Hi Ed,

I've designed a web-based bingo game (www.paulspages.co.uk/avalaff - it's
just for fun, see below), and recently added some basic odds calculations.
I'm not a mathematician, and found most of the odds-formula explanations on
the Web completely incomprehensible. Yours (the "gambling" page with the Urn
formula and bingo odds example) was the only one that made sense, so thank
you very much!

Now for the predictable bit - I've got a problem (hopefully an interesting
one), and I wonder if you can help me.

I use the Urn formula to predict which draw each game will end on. To do
this I divide the odds for each successive draw into the number of cards in
play for that game. The result nearest to 1 (e.g. 1515/1 with 1500 cards in
play) is my prediction. It's crude, but surprisingly effective - over 100
games its average error is around 1.5 draws. However I'm aware that the
calculations aren't correct for some games, and I wonder if you could help
me, or point me in the right direction.

My game began life as a lampoon of a UK satellite TV gaming channel called
Avago (I wanted to draw attention to the wallet-emptying nature of these
things, but now I've become interested in the game theory). Avago's game
uses a 5 X 5 gamecard grid, with 75 possible numbers. The free square at the
centre is optional. Each column on a card can only contain values from a
15-number range, so the first column has numbers between 1 and 15, the
second between 16 and 30, and so on.

Each game involves matching a specific pattern of squares, and the problem
arises because some of the patterns don't include squares from every column.
This reduces the range of possible matches, while still leaving 75 possible
values being drawn. The most extreme example is a single-column pattern,
where only 15 of the 75 balls are candidate matches.

Intuition tells me that these "subset" patterns should take longer to
complete than ones where all 75 values are candidates. On the other hand,
logic tells me that with a random draw it shouldn't make any difference,
since all possible sequences of numbers are equally likely to be drawn.
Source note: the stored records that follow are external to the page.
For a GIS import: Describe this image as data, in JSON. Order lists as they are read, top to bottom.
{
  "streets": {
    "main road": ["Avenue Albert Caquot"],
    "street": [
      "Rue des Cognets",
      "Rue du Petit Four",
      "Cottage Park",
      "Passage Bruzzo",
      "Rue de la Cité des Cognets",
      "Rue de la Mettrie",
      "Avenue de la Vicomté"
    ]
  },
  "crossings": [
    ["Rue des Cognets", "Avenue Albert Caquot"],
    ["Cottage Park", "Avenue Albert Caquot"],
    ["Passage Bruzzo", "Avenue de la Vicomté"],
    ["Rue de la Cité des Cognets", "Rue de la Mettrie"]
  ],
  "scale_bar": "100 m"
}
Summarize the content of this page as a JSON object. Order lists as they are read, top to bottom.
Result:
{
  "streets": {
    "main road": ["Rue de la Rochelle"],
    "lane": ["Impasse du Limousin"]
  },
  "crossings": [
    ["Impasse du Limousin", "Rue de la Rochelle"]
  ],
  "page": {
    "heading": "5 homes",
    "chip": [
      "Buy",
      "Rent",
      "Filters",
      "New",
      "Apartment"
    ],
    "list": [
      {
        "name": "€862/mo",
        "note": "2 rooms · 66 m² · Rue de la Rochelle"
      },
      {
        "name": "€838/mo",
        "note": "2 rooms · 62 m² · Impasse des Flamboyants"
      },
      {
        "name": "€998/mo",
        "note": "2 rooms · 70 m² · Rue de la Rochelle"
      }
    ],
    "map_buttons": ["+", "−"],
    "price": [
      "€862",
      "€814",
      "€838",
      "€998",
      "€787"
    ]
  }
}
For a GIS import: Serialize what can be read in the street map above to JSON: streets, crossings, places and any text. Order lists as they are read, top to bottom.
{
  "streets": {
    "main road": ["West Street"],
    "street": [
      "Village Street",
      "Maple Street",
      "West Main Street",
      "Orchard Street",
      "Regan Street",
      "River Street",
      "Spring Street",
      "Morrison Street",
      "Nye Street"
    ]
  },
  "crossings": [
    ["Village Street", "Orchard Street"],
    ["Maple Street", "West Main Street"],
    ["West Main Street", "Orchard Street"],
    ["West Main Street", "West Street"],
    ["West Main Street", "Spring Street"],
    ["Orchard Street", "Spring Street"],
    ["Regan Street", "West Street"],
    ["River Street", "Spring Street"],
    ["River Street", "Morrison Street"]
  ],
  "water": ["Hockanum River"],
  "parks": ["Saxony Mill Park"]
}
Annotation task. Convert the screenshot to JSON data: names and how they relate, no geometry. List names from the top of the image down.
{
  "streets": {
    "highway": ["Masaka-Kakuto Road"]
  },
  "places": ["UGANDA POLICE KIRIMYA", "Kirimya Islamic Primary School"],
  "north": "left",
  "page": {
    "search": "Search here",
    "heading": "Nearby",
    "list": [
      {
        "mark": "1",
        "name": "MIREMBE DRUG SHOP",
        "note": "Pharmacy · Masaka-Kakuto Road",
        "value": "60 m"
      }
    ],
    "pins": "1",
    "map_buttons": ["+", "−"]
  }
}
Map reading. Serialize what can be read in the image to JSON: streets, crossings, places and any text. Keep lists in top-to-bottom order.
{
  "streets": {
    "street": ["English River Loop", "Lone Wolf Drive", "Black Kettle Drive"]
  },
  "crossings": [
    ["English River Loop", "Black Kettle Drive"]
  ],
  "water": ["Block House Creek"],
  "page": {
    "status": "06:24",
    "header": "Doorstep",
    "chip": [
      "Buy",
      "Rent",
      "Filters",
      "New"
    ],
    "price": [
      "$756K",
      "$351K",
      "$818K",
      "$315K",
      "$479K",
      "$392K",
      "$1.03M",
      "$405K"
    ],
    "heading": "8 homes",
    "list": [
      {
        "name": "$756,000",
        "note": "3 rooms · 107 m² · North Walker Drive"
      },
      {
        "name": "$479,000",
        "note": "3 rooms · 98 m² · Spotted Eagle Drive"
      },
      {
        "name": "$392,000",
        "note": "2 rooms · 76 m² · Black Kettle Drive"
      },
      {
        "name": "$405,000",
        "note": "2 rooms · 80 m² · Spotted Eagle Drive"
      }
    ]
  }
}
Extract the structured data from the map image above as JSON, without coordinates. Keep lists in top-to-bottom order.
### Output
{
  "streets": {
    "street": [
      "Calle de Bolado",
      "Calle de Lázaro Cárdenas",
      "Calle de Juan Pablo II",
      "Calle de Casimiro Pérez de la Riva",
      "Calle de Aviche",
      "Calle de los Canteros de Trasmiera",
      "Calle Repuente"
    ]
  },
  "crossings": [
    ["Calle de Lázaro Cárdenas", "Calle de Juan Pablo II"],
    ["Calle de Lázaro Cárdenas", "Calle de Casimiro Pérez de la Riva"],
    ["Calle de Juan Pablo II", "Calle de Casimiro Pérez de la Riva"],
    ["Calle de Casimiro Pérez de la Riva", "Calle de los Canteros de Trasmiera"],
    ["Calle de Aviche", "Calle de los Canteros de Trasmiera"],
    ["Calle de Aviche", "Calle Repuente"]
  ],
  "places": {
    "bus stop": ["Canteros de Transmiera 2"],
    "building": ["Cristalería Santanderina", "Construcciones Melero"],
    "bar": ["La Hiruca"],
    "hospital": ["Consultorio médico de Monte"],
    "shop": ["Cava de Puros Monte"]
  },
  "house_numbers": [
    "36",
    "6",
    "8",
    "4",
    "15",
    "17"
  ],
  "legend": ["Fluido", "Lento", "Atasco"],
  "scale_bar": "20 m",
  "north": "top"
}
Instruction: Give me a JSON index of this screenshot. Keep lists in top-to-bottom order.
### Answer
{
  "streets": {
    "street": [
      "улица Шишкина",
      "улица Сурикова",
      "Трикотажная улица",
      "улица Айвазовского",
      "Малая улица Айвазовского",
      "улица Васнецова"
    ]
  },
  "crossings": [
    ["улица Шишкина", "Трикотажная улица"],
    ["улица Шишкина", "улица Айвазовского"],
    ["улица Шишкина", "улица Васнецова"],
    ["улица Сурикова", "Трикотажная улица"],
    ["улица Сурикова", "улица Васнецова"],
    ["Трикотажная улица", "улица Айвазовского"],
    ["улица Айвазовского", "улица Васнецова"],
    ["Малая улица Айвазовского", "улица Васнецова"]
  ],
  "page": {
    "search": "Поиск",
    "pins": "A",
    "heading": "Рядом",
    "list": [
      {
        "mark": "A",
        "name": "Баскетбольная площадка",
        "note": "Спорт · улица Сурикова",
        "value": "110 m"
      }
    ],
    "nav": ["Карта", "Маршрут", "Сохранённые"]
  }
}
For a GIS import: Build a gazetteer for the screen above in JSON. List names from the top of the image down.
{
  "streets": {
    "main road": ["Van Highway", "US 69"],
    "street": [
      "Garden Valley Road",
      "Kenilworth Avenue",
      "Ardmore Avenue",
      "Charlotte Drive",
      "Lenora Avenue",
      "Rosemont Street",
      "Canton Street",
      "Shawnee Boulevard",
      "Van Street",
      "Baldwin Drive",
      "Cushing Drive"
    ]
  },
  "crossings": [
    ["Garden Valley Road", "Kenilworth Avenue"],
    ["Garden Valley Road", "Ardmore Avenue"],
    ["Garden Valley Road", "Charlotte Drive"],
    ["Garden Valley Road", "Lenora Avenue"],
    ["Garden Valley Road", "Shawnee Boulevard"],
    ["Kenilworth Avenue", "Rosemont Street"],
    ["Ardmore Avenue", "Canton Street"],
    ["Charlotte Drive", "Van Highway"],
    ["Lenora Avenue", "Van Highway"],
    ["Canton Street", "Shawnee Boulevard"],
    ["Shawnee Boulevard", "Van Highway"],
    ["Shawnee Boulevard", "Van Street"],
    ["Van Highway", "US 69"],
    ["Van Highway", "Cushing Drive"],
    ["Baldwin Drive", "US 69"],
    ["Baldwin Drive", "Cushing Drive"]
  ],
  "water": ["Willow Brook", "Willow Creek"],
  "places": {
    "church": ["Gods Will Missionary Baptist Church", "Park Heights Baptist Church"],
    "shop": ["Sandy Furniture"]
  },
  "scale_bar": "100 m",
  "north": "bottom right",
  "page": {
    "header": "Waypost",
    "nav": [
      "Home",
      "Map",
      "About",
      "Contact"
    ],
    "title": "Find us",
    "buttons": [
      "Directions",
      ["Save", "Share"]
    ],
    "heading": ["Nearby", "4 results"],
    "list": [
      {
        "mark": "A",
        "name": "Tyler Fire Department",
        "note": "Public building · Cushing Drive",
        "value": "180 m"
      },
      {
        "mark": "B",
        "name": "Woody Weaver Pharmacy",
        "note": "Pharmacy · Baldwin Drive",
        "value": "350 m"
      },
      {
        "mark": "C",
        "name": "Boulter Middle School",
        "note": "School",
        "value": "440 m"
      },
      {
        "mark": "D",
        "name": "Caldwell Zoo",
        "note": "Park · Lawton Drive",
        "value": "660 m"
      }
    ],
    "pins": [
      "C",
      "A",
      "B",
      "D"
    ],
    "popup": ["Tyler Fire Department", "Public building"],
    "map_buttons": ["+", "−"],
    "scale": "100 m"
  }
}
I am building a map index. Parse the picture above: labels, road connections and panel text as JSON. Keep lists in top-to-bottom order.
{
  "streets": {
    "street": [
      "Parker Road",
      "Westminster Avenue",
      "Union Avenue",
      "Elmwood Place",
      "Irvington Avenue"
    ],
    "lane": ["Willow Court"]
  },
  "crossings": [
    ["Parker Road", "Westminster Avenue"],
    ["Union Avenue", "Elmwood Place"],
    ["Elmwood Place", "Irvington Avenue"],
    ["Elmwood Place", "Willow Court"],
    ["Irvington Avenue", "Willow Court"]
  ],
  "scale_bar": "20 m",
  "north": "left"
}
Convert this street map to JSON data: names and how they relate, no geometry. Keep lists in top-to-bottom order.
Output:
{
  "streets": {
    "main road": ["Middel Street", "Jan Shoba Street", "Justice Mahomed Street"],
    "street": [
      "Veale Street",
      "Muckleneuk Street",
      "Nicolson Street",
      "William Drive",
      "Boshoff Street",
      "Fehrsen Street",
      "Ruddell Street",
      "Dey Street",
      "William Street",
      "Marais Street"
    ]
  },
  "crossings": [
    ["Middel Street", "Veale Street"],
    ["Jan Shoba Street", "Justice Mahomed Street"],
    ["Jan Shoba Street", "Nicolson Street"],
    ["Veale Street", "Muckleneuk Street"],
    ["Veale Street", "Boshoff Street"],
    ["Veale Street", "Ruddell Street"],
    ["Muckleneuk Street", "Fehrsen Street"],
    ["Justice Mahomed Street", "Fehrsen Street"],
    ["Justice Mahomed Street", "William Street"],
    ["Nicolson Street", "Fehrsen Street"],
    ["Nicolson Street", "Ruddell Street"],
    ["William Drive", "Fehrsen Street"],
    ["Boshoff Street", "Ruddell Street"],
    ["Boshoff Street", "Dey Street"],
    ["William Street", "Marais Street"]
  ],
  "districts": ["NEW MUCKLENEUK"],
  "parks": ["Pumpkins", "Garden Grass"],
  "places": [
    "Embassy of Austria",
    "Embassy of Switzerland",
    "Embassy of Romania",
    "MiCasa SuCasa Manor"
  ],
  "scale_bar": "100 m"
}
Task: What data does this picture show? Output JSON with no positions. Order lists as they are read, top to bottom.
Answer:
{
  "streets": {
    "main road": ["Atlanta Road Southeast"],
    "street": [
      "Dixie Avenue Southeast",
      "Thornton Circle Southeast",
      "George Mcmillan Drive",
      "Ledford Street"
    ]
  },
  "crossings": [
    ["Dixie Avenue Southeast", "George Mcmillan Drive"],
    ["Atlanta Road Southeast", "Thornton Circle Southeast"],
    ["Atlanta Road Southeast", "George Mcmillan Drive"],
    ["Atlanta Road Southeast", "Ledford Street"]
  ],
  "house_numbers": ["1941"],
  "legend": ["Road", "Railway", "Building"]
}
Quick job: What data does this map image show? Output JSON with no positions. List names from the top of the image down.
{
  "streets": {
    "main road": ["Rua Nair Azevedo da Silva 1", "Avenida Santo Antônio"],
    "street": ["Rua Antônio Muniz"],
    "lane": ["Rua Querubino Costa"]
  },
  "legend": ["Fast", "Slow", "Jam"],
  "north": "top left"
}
It turns out that when running just two cards, the game takes roughly the
same number of draws for single-column and single-row patterns, indicating
that the odds against a single card winning are the same for subset and
full-range patterns. However when running larger numbers of cards (between
500 and 3000 in my game) the single-column pattern takes consistently longer
than the single-row (by 10 - 15 draws), but has a greater tendency to
produce multiple winners. Even I've managed to work out that this is because
the subset patterns make it more likely that multiple cards will need the
same numbers, although I've no idea how to express this mathematically.

So am I right in thinking that subset patterns don't affect the odds against
each card? And how (if at all) can I calculate the effect of subset patterns
on groups of cards? I'd really appreciate any advice you could give me.

Thanks,

Paul Stephens.

PS I saw that you're a Mozilla fan. Unfortunately my game only runs in
Internet Explorer, as I've used a lot of IE-only programming features in the
graphics. Sorry!

Incidentally, in case you're interested, here's my javascript code for the
Urn formula. I've assumed it's correct, as it gives the same results as the
examples on your page. No doubt this can all be reduced down to about two
lines, but as I said, I'm no mathematician. As you can see, I've even kept
to your coloured-balls analogy - didn't dare change a thing, in case it
didn't work!


function urn (red, green, draws, need) {
return (factor(red) / factor(red - need)) *
((factor(green) / factor(green-(draws-need)))) *
((factor(draws) / (factor(draws - need)* factor(need)))) *
(factor((red + green) - draws) / factor(red+green))
}

function factor(num) {
var i, res = 1
for (i = 1; i <= num; i++) {
  res = res * i
}
return res
}

----------------------------------------
Which is more likely to come first in Bingo: a horizontal row,
or a vertical row?


On a single card, any bingo is as likely as any other; you need
the five specific numbers on that line to be chosen, and any one is
as likely as any other.  (If the center square is free, then the lines
through the center are a bit easier, but since it affects one vertical
line and one horizontal line, it does not change this result.  For the
rest of the analysis, I will ignore "free", but it will have little effect
on the results.)

However, bingo is not played on a single card, but on many different cards
at the same time (even many different cards by the same player at one time,
and there are typically many players). In a typical bingo game there may
be hundreds or even thousands of cards in play at once. (I did stop by
Paul's game long enough to sit in for one round, playing the minimum of
2 cards, and there were about 2500 cards in play at that time.)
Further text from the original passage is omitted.